Is he eating, drinking and eliminating o.k.?
I would keep a CLOSE eye on him and take him to the emergency vet immediately if anything is suspicious.

Did you try looking up what is in Gravy Granules.


----------



## cgriffin (Nov 30, 2011)

Oh Barnaby, you old rascal 

I am glad he is okay and maybe he learned his lesson


----------



## CAROLINA MOM (May 12, 2009)

Amazing how quick they can be even at 13.

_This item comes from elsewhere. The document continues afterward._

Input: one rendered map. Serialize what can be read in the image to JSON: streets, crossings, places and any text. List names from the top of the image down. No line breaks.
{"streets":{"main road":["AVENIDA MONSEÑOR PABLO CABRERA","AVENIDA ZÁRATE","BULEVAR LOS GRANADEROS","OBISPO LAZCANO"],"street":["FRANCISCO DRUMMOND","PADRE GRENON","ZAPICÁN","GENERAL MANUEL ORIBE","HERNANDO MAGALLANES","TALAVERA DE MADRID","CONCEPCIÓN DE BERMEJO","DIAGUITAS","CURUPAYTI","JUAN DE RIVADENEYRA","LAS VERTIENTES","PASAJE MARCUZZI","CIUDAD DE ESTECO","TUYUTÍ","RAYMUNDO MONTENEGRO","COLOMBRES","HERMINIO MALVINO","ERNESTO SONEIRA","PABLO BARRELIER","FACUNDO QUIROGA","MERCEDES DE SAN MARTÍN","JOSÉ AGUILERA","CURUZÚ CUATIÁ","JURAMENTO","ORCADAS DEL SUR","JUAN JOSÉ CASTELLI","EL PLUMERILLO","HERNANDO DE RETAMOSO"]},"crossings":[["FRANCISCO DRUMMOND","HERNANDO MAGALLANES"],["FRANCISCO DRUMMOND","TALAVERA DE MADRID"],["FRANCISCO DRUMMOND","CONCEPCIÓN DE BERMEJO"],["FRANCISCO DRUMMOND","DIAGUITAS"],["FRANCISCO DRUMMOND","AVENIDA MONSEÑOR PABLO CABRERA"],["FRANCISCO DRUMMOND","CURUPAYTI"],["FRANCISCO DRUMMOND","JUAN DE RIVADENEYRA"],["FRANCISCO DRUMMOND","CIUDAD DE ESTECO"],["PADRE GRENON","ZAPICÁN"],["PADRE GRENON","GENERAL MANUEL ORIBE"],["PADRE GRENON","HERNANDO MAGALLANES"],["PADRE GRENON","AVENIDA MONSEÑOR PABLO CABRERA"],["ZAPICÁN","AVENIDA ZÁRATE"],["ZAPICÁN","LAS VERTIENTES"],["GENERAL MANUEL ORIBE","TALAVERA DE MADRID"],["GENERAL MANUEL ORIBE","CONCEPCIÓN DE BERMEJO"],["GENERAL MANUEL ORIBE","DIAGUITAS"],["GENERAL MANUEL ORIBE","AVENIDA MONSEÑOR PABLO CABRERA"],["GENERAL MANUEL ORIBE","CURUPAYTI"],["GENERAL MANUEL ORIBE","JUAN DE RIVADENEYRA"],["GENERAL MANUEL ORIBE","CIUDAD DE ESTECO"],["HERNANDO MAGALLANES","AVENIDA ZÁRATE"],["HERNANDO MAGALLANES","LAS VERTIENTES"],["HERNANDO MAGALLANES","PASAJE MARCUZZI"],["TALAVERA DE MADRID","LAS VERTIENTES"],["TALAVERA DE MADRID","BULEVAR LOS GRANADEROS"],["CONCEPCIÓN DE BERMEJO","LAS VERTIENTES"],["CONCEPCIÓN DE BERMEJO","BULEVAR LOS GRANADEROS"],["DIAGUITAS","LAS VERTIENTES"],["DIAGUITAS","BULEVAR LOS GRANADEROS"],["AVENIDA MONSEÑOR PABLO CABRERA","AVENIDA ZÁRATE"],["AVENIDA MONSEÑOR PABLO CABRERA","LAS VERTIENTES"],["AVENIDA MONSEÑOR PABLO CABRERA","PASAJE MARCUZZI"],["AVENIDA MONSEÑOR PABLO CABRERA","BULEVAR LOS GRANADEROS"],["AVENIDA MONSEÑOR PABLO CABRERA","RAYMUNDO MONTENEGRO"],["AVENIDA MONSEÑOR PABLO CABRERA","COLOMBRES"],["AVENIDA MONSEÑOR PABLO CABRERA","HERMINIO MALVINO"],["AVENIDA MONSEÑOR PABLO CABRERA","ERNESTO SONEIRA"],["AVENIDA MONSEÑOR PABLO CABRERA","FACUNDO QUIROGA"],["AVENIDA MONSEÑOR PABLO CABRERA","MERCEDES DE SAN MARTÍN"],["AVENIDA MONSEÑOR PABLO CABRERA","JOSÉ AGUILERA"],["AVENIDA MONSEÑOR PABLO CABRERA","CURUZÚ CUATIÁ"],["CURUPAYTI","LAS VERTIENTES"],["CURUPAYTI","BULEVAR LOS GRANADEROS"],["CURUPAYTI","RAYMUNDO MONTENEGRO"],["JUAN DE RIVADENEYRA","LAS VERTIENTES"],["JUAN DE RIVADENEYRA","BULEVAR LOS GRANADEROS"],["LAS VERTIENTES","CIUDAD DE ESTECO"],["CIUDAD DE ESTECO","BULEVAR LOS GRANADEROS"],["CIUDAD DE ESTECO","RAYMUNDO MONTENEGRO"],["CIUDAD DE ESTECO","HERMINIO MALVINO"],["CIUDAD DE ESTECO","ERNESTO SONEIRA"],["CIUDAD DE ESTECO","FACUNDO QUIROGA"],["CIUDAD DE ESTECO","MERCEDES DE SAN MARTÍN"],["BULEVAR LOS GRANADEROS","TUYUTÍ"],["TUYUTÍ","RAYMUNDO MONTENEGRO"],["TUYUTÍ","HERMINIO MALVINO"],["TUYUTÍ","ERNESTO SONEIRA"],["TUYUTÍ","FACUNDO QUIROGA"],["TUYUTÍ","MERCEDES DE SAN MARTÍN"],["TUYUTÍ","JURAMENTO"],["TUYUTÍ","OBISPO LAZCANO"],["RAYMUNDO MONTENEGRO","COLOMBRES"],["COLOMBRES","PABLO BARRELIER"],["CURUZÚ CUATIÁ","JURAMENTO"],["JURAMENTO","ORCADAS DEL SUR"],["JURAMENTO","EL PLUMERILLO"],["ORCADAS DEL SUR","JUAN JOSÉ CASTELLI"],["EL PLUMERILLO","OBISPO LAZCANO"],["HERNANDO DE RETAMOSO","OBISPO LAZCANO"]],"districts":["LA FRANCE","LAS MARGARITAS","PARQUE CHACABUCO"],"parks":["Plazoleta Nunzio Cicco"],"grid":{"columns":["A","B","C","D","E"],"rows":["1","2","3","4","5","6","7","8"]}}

Hope Barnaby is still doing well.


----------



## hotel4dogs (Sep 29, 2008)

I think Barnaby is just jealous of Tiny.....
Glad to hear he's okay! I would think it wouldn't be particularly dangerous, but might cause some diarrhea!


----------



## swishywagga (Nov 13, 2012)

Karen519 said:


> Barnaby
> 
> Is he eating, drinking and eliminating o.k.?
> I would keep a CLOSE eye on him and take him to the emergency vet immediately if anything is suspicious.
> ...


Thanks Karen, he seems fine, he ate some breakfast and is drinking normally. We went for a walk this afternoon and his poop was ok. I will watch him carefully though.


----------



## HolDaisy (Jan 10, 2012)

Oh Barnaby lol. I don't think it should do him any harm, might just give him a slight dodgy tummy. They never miss a chance when you drop something do they!


----------



## Sweet Girl (Jun 10, 2010)

It's amazing what they find tasty. 

Sorry to hear how you suffered for it. :yuck: But glad he's doing well!


----------



## *Laura* (Dec 13, 2011)

Barnaby you're too fast for your mama. I hope you're tummy has settled okay


----------



## swishywagga (Nov 13, 2012)

He seems ok today, he went out for some salad (grass) last night, which is usually a sign he has a sore tummy, but he slept well and was his usual bouncy self this morning. We will add this to the list of things that have mysteriously found their way into his golden tummy. I swear this boy could find a bone in the desert!


----------



## Elisabeth Kazup (Aug 23, 2008)

Glad he's okay today.

"Oops" spoken from the kitchen is the best recall ever!


----------